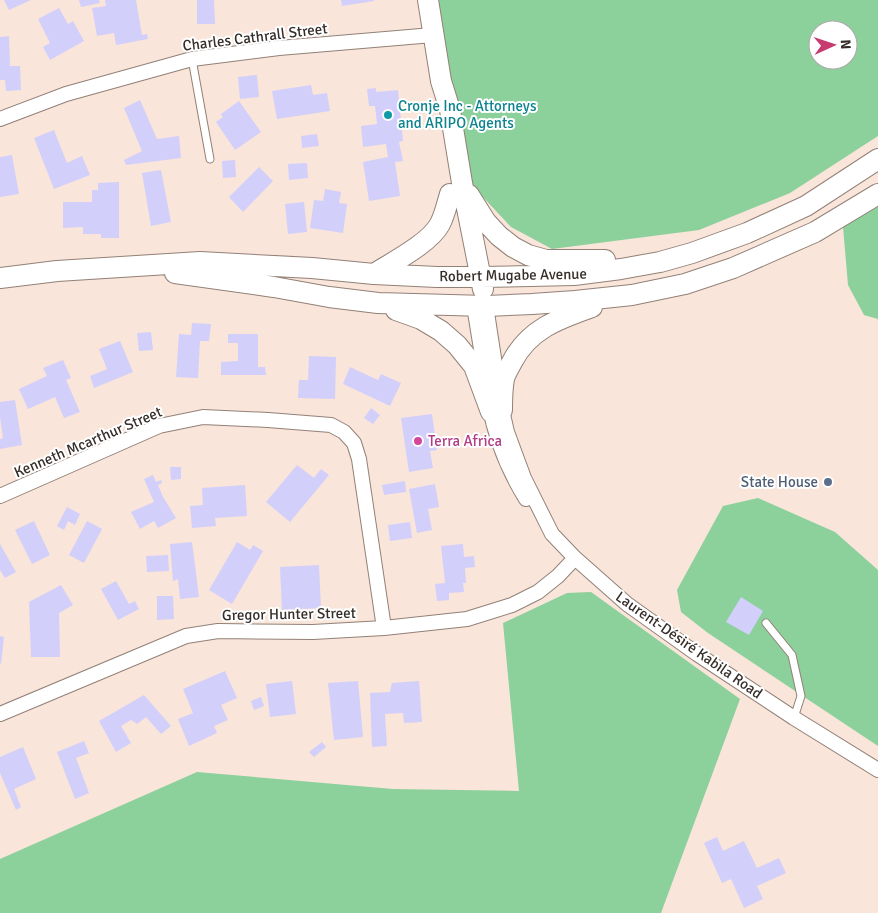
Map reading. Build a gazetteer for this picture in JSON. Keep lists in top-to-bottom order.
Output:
{
  "streets": {
    "main road": ["Robert Mugabe Avenue", "Laurent-Désiré Kabila Road"],
    "street": ["Charles Cathrall Street", "Kenneth Mcarthur Street", "Gregor Hunter Street"]
  },
  "crossings": [
    ["Charles Cathrall Street", "Laurent-Désiré Kabila Road"],
    ["Robert Mugabe Avenue", "Laurent-Désiré Kabila Road"],
    ["Kenneth Mcarthur Street", "Gregor Hunter Street"],
    ["Gregor Hunter Street", "Laurent-Désiré Kabila Road"]
  ],
  "places": ["Cronje Inc - Attorneys and ARIPO Agents", "Terra Africa", "State House"],
  "north": "right"
}
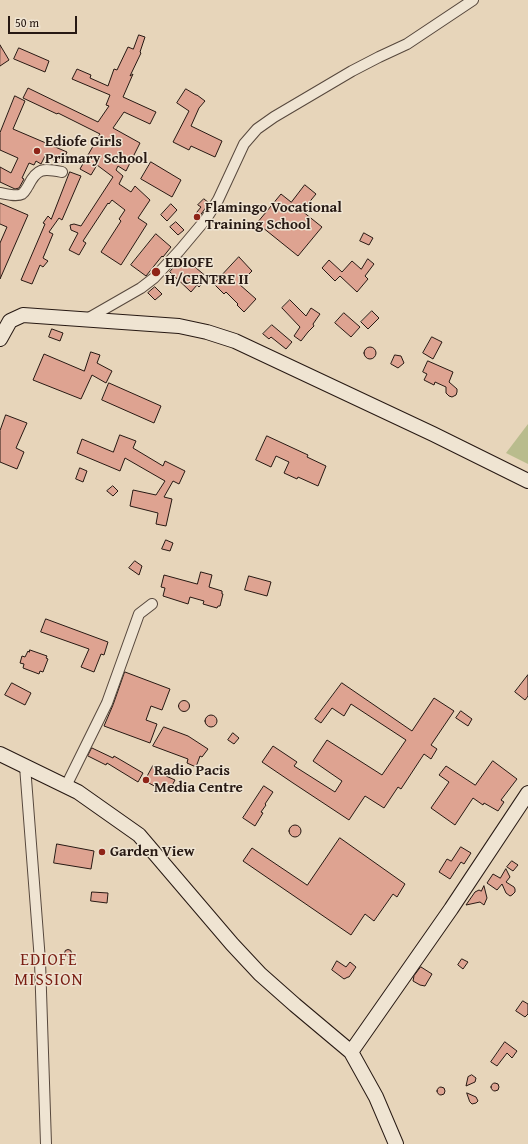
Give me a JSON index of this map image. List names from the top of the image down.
{
  "districts": ["EDIOFE MISSION"],
  "places": [
    "Ediofe Girls Primary School",
    "Flamingo Vocational Training School",
    "EDIOFE H/CENTRE II",
    "Radio Pacis Media Centre",
    "Garden View"
  ],
  "scale_bar": "50 m"
}
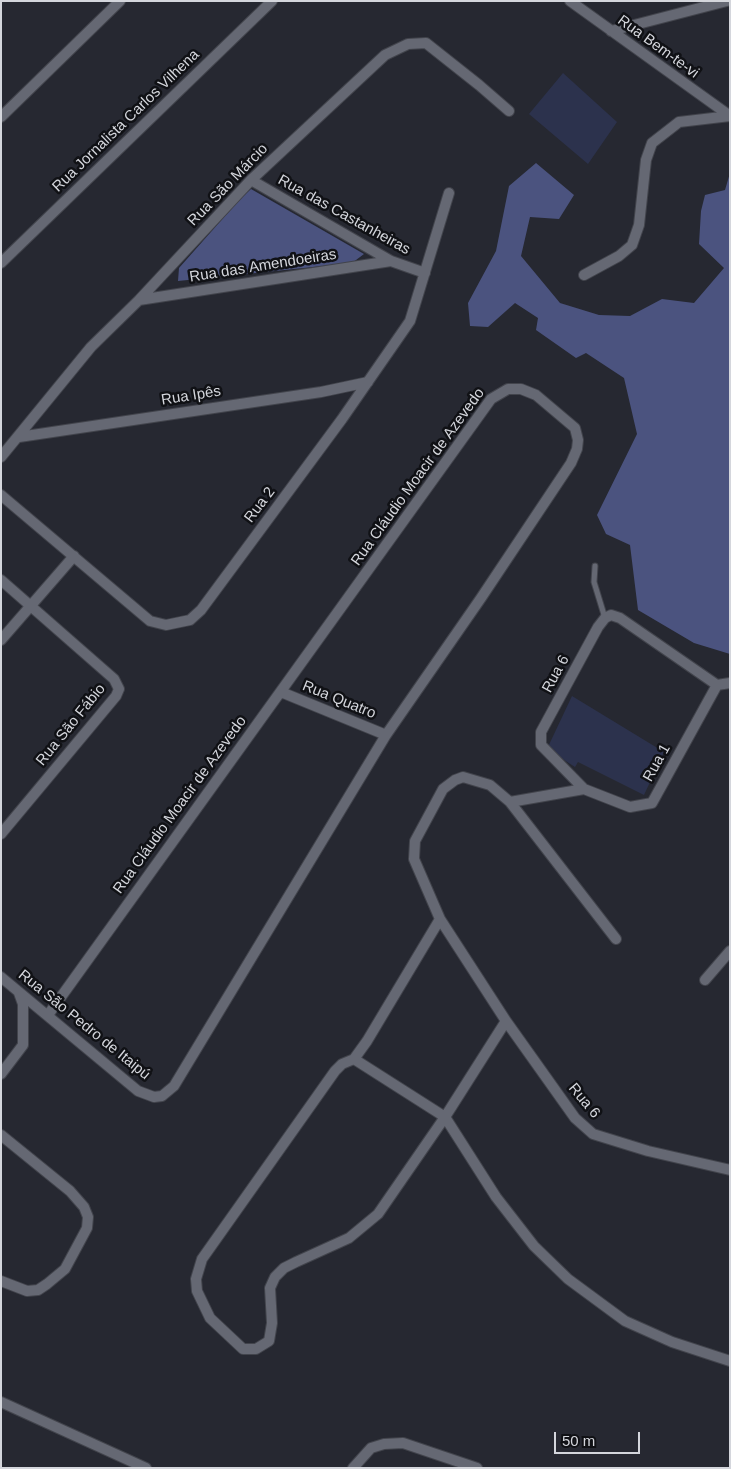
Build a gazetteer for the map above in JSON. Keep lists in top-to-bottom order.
{
  "streets": {
    "street": [
      "Rua Bem-te-vi",
      "Rua Jornalista Carlos Vilhena",
      "Rua São Márcio",
      "Rua das Castanheiras",
      "Rua das Amendoeiras",
      "Rua Ipês",
      "Rua Cláudio Moacir de Azevedo",
      "Rua 2",
      "Rua 6",
      "Rua Quatro",
      "Rua São Fábio",
      "Rua 1",
      "Rua São Pedro de Itaipú"
    ]
  },
  "crossings": [
    ["Rua São Márcio", "Rua das Castanheiras"],
    ["Rua São Márcio", "Rua das Amendoeiras"],
    ["Rua São Márcio", "Rua Ipês"],
    ["Rua das Castanheiras", "Rua das Amendoeiras"],
    ["Rua das Castanheiras", "Rua 2"],
    ["Rua Ipês", "Rua 2"],
    ["Rua Cláudio Moacir de Azevedo", "Rua Quatro"],
    ["Rua Cláudio Moacir de Azevedo", "Rua São Pedro de Itaipú"],
    ["Rua 6", "Rua 1"]
  ],
  "scale_bar": "50 m"
}
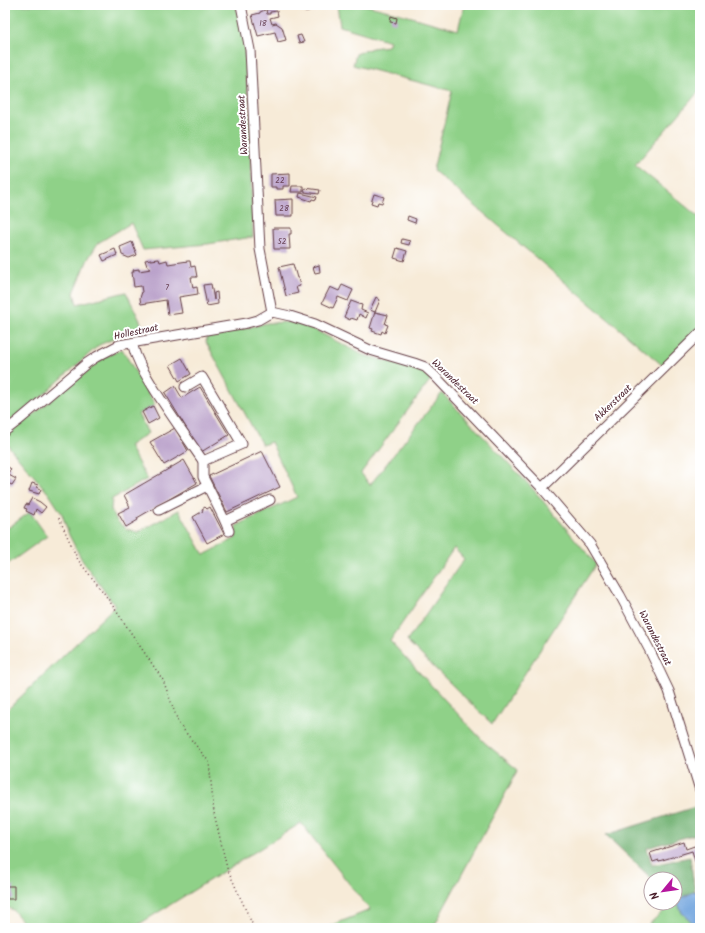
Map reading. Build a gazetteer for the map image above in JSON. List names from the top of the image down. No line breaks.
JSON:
{"streets":{"street":["Warandestraat","Hollestraat","Akkerstraat"]},"crossings":[["Warandestraat","Hollestraat"],["Warandestraat","Akkerstraat"]],"house_numbers":["18","22","28","52","7"],"north":"bottom left"}
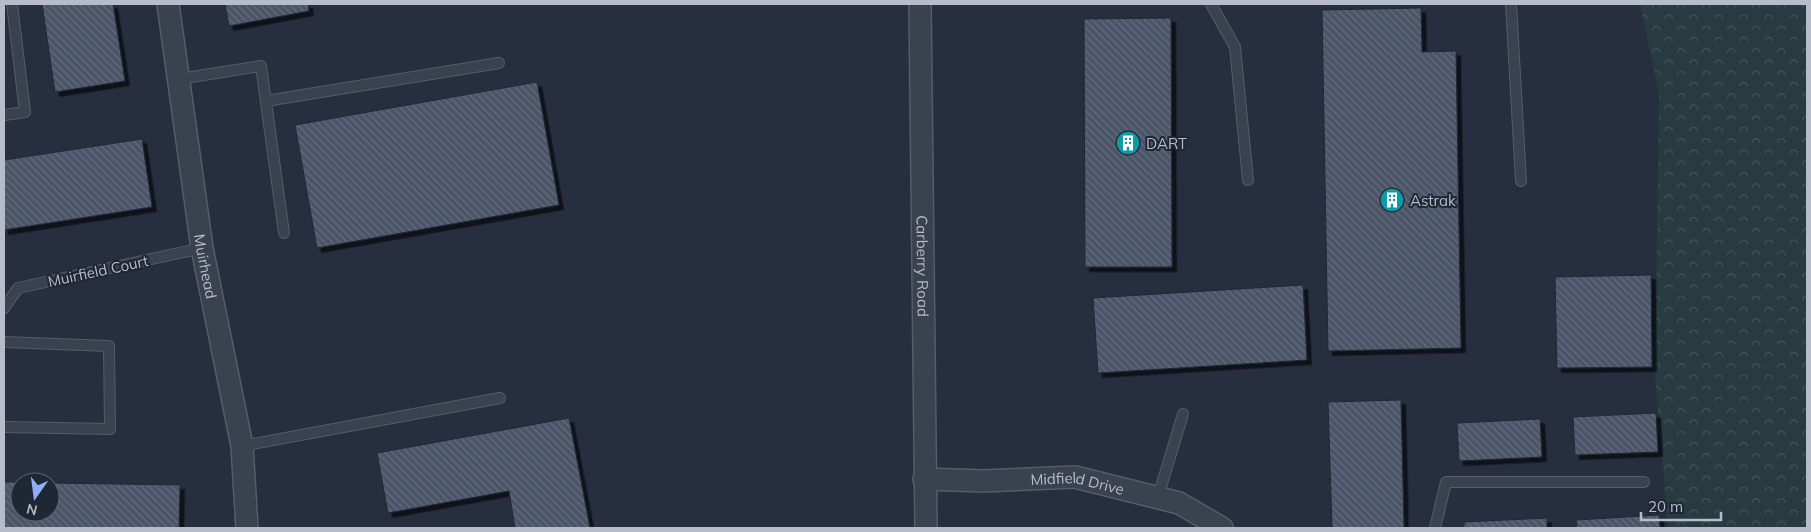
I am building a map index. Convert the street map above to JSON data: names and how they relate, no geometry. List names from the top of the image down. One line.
{"streets":{"street":["Muirhead","Carberry Road","Midfield Drive"],"lane":["Muirfield Court"]},"crossings":[["Muirhead","Muirfield Court"],["Carberry Road","Midfield Drive"]],"places":{"building":["DART","Astrak"]},"scale_bar":"20 m","north":"bottom"}
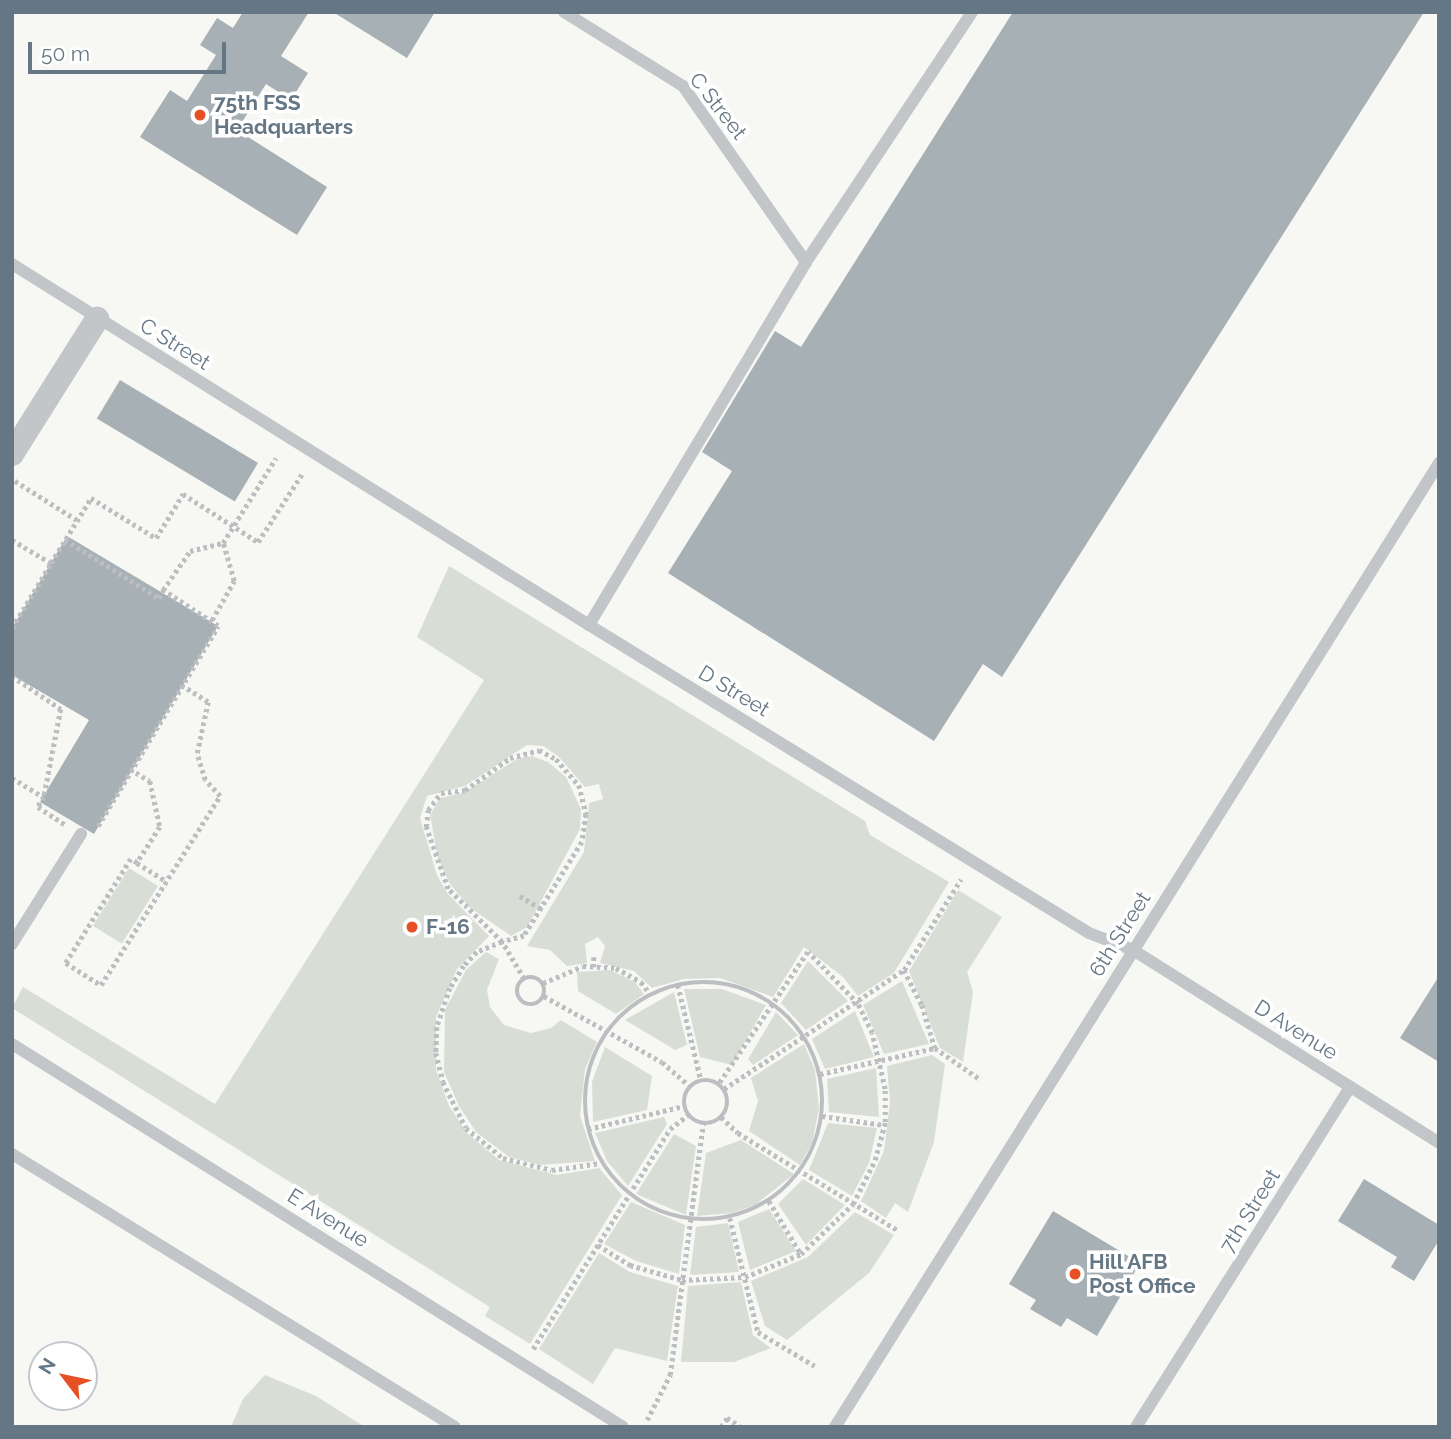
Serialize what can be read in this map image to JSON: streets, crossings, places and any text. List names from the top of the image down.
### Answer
+++++
[What to do] All entries, top to bottom, should be retyped exactly; the pictures should not be.

[Task output]
Map reading. Build a gazetteer for this picture in JSON. Keep lists in top-to-bottom order.
Output:
{
  "streets": {
    "main road": ["Robert Mugabe Avenue", "Laurent-Désiré Kabila Road"],
    "street": ["Charles Cathrall Street", "Kenneth Mcarthur Street", "Gregor Hunter Street"]
  },
  "crossings": [
    ["Charles Cathrall Street", "Laurent-Désiré Kabila Road"],
    ["Robert Mugabe Avenue", "Laurent-Désiré Kabila Road"],
    ["Kenneth Mcarthur Street", "Gregor Hunter Street"],
    ["Gregor Hunter Street", "Laurent-Désiré Kabila Road"]
  ],
  "places": ["Cronje Inc - Attorneys and ARIPO Agents", "Terra Africa", "State House"],
  "north": "right"
}
Give me a JSON index of this map image. List names from the top of the image down.
{
  "districts": ["EDIOFE MISSION"],
  "places": [
    "Ediofe Girls Primary School",
    "Flamingo Vocational Training School",
    "EDIOFE H/CENTRE II",
    "Radio Pacis Media Centre",
    "Garden View"
  ],
  "scale_bar": "50 m"
}
Build a gazetteer for the map above in JSON. Keep lists in top-to-bottom order.
{
  "streets": {
    "street": [
      "Rua Bem-te-vi",
      "Rua Jornalista Carlos Vilhena",
      "Rua São Márcio",
      "Rua das Castanheiras",
      "Rua das Amendoeiras",
      "Rua Ipês",
      "Rua Cláudio Moacir de Azevedo",
      "Rua 2",
      "Rua 6",
      "Rua Quatro",
      "Rua São Fábio",
      "Rua 1",
      "Rua São Pedro de Itaipú"
    ]
  },
  "crossings": [
    ["Rua São Márcio", "Rua das Castanheiras"],
    ["Rua São Márcio", "Rua das Amendoeiras"],
    ["Rua São Márcio", "Rua Ipês"],
    ["Rua das Castanheiras", "Rua das Amendoeiras"],
    ["Rua das Castanheiras", "Rua 2"],
    ["Rua Ipês", "Rua 2"],
    ["Rua Cláudio Moacir de Azevedo", "Rua Quatro"],
    ["Rua Cláudio Moacir de Azevedo", "Rua São Pedro de Itaipú"],
    ["Rua 6", "Rua 1"]
  ],
  "scale_bar": "50 m"
}
Map reading. Build a gazetteer for the map image above in JSON. List names from the top of the image down. No line breaks.
JSON:
{"streets":{"street":["Warandestraat","Hollestraat","Akkerstraat"]},"crossings":[["Warandestraat","Hollestraat"],["Warandestraat","Akkerstraat"]],"house_numbers":["18","22","28","52","7"],"north":"bottom left"}
I am building a map index. Convert the street map above to JSON data: names and how they relate, no geometry. List names from the top of the image down. One line.
{"streets":{"street":["Muirhead","Carberry Road","Midfield Drive"],"lane":["Muirfield Court"]},"crossings":[["Muirhead","Muirfield Court"],["Carberry Road","Midfield Drive"]],"places":{"building":["DART","Astrak"]},"scale_bar":"20 m","north":"bottom"}
Serialize what can be read in this map image to JSON: streets, crossings, places and any text. List names from the top of the image down.
### Answer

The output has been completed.